We could also look at Psalm 139, which acknowledges God’s intimate knowledge of humans while we are still unborn children in our mother’s womb.

We could also look to the earliest version of the Christian faith in the Roman Empire, who, on the basis of the teachings and love of Jesus, opposed all forms of abortion, especially infanticide.

Again, our position has always been clear.

However, I want to encourage us with a few crucial ways to consider how we humbly think about and compassionately relate to any conversation about the issue:

  1. Regardless of where you stand on the issue, please remember this is (at least) a two-person conversation.
    This is a thought that seems to escape much of our national, polarized conversion, and it’s the main reason there are real complexities around the issue. What I mean is this: each extreme position boils the conversation down to, essentially, a one-person conversation. The extreme right can come across as only thinking about and considering the life of the unborn child, and far less about the complexities of the life of the mother involved. The extreme left can come across as only considering the life of the mother and not the unborn child she is carrying.

    The truth is that for many women who find themselves with an unplanned pregnancy, there are now two (at least) people involved and in a vulnerable position: the mother and the child. Christians always have, of course, affirmed the importance of women having agency over their bodies and being more than mothers, as important as mothers are; but we would also affirm that the agency and protections extended to all human life apply equally to the unborn child, who depends on us to be his or her voice.

    How can we consider how to remain considerate and compassionate to both people in this conversation as the people of Jesus? I’ll come back to that.

  2. Regardless of where you stand on the issue, please remember that triumphalism and condemnation have no place in our church or language.
    If you are someone for whom this leaked paper is good news, speaking about it publicly in a way that demeans and insults the other side leaves no room for long-term relationship, regardless of how you may have been treated in the past.

    If you are someone for whom this leaked paper is distressing, accusing the other side of one-dimensional thinking or bad motives does not help you relationally, either.

    At this point, I am especially thinking, and we all should be, about the Apostle Paul’s repeated calls for the Christians in those early churches to love one another regardless of what they believed about an issue.
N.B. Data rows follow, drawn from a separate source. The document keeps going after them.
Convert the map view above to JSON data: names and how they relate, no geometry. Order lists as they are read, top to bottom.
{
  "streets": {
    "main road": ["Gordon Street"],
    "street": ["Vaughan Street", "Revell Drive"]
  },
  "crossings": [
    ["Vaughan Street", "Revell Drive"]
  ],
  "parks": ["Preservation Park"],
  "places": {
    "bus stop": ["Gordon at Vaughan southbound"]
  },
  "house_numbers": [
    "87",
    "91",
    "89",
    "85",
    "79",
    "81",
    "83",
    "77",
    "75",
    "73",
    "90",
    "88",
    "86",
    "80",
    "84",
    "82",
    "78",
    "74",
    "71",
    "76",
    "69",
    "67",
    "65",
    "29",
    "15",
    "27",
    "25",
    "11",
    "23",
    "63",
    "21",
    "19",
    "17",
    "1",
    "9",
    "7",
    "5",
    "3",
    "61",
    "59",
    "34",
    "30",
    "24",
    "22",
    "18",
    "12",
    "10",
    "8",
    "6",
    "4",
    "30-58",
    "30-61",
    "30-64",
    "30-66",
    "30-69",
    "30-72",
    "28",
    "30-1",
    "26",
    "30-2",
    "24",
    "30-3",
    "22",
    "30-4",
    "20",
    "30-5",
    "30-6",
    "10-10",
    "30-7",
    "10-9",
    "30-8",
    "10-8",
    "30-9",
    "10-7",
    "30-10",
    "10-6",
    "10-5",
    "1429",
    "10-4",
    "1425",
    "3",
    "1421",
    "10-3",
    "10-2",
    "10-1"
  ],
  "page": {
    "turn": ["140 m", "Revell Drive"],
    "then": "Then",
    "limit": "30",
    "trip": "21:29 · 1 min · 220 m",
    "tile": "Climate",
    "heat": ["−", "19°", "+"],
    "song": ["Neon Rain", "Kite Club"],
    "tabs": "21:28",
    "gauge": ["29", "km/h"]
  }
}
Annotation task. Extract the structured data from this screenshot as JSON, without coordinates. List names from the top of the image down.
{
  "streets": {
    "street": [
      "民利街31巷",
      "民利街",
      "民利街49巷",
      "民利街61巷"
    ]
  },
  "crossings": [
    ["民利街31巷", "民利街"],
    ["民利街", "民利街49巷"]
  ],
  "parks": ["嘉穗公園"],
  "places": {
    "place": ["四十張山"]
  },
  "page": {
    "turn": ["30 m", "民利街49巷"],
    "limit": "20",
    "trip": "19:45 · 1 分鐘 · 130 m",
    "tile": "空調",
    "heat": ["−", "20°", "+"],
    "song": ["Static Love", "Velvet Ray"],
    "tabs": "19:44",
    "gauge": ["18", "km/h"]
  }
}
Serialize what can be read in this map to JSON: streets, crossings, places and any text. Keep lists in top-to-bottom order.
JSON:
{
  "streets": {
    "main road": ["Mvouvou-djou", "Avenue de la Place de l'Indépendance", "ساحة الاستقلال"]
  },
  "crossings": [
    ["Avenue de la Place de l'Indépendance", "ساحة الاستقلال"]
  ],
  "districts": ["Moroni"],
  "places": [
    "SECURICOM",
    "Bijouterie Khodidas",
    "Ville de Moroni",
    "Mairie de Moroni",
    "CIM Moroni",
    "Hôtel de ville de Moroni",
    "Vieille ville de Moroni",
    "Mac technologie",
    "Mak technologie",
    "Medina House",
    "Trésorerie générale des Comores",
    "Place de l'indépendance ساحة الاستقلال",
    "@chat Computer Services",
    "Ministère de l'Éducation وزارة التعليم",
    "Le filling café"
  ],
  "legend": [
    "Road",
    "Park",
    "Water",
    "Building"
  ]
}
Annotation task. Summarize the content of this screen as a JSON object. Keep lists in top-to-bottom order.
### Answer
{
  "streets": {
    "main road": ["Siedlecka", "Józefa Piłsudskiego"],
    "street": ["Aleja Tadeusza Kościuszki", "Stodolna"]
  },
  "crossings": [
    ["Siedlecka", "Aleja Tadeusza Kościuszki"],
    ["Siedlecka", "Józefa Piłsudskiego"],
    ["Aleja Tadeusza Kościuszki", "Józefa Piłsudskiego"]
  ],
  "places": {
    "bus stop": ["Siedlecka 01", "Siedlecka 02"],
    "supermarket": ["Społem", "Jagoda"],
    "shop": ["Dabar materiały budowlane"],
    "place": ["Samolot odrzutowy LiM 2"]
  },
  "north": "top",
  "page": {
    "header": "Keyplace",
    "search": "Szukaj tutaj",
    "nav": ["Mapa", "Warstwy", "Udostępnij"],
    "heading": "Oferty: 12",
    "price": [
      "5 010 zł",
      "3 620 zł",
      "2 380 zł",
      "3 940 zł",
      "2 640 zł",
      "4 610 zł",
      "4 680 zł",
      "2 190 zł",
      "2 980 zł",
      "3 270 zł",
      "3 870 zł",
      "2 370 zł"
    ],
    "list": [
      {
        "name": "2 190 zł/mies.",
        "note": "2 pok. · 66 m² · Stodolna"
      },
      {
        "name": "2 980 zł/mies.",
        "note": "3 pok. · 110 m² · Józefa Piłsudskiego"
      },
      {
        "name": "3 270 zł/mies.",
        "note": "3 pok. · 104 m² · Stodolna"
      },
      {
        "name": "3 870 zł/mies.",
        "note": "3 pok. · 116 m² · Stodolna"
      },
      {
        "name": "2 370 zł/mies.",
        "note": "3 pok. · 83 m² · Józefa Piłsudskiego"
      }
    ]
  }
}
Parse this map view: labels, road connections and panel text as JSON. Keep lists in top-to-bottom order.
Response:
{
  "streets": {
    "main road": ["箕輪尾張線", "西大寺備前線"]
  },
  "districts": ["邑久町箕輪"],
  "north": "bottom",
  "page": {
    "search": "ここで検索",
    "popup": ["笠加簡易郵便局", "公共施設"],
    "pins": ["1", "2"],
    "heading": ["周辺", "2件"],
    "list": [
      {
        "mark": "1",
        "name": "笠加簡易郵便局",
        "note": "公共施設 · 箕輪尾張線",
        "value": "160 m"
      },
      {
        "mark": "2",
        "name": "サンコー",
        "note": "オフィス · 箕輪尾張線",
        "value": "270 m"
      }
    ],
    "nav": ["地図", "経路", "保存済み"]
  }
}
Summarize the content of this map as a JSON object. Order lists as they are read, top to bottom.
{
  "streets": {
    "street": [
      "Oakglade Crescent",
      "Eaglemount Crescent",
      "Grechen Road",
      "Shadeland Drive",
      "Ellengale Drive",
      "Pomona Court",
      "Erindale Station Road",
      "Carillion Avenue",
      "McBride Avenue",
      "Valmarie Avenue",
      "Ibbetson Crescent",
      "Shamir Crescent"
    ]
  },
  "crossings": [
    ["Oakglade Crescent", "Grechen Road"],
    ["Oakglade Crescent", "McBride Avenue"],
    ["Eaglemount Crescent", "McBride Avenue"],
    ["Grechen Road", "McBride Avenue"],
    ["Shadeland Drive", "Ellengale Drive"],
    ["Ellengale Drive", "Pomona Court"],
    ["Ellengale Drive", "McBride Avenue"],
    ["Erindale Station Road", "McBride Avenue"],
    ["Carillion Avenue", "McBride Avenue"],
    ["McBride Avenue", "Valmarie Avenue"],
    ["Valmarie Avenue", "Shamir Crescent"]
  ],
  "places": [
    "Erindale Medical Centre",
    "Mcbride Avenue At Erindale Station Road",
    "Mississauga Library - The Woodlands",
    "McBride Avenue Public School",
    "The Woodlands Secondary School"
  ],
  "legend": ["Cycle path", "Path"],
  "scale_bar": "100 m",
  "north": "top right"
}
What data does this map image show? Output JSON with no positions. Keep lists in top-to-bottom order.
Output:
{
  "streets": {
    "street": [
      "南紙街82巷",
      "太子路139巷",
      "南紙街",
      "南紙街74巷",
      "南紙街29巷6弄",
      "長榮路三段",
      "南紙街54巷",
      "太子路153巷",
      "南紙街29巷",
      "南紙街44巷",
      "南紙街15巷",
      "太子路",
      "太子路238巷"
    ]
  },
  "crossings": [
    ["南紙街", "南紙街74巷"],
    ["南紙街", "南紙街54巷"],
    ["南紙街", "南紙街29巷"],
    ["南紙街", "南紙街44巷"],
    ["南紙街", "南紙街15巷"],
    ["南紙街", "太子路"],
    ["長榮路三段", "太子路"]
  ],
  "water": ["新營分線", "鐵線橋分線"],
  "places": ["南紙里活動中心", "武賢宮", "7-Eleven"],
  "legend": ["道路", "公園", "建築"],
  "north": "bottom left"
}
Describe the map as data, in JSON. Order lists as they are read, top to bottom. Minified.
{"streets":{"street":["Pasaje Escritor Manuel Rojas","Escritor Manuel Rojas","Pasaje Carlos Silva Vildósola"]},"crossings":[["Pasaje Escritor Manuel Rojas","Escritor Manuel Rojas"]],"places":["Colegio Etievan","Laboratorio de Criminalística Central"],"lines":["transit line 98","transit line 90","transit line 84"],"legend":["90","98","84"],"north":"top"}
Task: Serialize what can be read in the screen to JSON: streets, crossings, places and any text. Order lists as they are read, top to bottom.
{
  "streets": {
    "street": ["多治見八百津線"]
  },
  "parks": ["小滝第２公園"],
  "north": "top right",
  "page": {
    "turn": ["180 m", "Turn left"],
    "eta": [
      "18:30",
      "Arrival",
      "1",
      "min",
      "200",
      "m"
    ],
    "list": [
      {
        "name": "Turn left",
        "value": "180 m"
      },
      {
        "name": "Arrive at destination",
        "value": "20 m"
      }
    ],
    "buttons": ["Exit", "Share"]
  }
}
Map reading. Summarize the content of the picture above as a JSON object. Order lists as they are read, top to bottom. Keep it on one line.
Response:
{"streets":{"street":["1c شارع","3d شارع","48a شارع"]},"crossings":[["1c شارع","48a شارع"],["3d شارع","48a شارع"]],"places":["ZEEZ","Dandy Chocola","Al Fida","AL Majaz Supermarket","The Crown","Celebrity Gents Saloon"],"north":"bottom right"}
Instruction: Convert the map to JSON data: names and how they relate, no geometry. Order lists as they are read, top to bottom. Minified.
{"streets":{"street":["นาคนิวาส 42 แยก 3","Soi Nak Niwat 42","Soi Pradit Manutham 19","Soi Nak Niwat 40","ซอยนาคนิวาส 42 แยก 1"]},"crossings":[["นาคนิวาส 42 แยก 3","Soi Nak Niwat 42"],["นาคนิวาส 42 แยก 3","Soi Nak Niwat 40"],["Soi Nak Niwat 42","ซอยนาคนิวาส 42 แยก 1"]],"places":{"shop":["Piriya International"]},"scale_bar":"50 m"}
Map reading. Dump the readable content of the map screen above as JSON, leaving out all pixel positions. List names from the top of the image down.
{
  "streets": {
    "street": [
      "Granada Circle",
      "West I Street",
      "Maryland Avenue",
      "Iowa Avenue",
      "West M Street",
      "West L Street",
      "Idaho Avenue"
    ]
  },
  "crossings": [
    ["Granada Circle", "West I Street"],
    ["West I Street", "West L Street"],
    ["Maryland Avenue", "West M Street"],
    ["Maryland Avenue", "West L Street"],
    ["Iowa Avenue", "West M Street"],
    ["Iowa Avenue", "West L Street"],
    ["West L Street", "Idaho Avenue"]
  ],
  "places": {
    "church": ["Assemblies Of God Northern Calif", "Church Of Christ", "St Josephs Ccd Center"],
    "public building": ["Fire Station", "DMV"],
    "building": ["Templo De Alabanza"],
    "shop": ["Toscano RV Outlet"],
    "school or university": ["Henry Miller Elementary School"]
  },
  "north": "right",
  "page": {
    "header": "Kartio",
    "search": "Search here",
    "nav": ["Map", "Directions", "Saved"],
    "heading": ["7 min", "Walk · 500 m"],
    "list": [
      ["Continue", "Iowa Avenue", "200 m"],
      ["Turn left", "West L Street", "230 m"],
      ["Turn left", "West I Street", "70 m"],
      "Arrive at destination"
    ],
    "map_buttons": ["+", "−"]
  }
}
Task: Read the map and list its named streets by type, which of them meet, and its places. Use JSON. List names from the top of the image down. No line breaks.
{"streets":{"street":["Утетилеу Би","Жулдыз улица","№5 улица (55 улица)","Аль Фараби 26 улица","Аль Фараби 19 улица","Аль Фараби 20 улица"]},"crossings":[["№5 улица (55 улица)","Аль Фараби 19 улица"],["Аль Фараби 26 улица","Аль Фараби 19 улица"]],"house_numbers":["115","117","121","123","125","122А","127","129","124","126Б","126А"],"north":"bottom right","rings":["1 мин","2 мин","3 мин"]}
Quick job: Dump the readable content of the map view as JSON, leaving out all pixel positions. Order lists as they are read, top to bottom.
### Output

That phrase was the phrase—”love one another”—he would use at the end of tough issues he was addressing, and we would do well to remember it.

  3. Regardless of where you stand on the issue, please consider that social media is, generally, not as helpful as you might think in creating change.
    Do we remember all the difficulties of 2020? How often was your mind changed by something inflammatory someone posted during a particularly tense cultural moment? But how often did you lose a friend or loved one because of what you or they might have shared?

    Realistically, far fewer minds are changed on social media than we believe; far more relationships are lost than we would like when using it as a tool for discussing polarizing issues.

Thanks for allowing me to share those with you as all lean into something, again, that’s not always easy to talk about.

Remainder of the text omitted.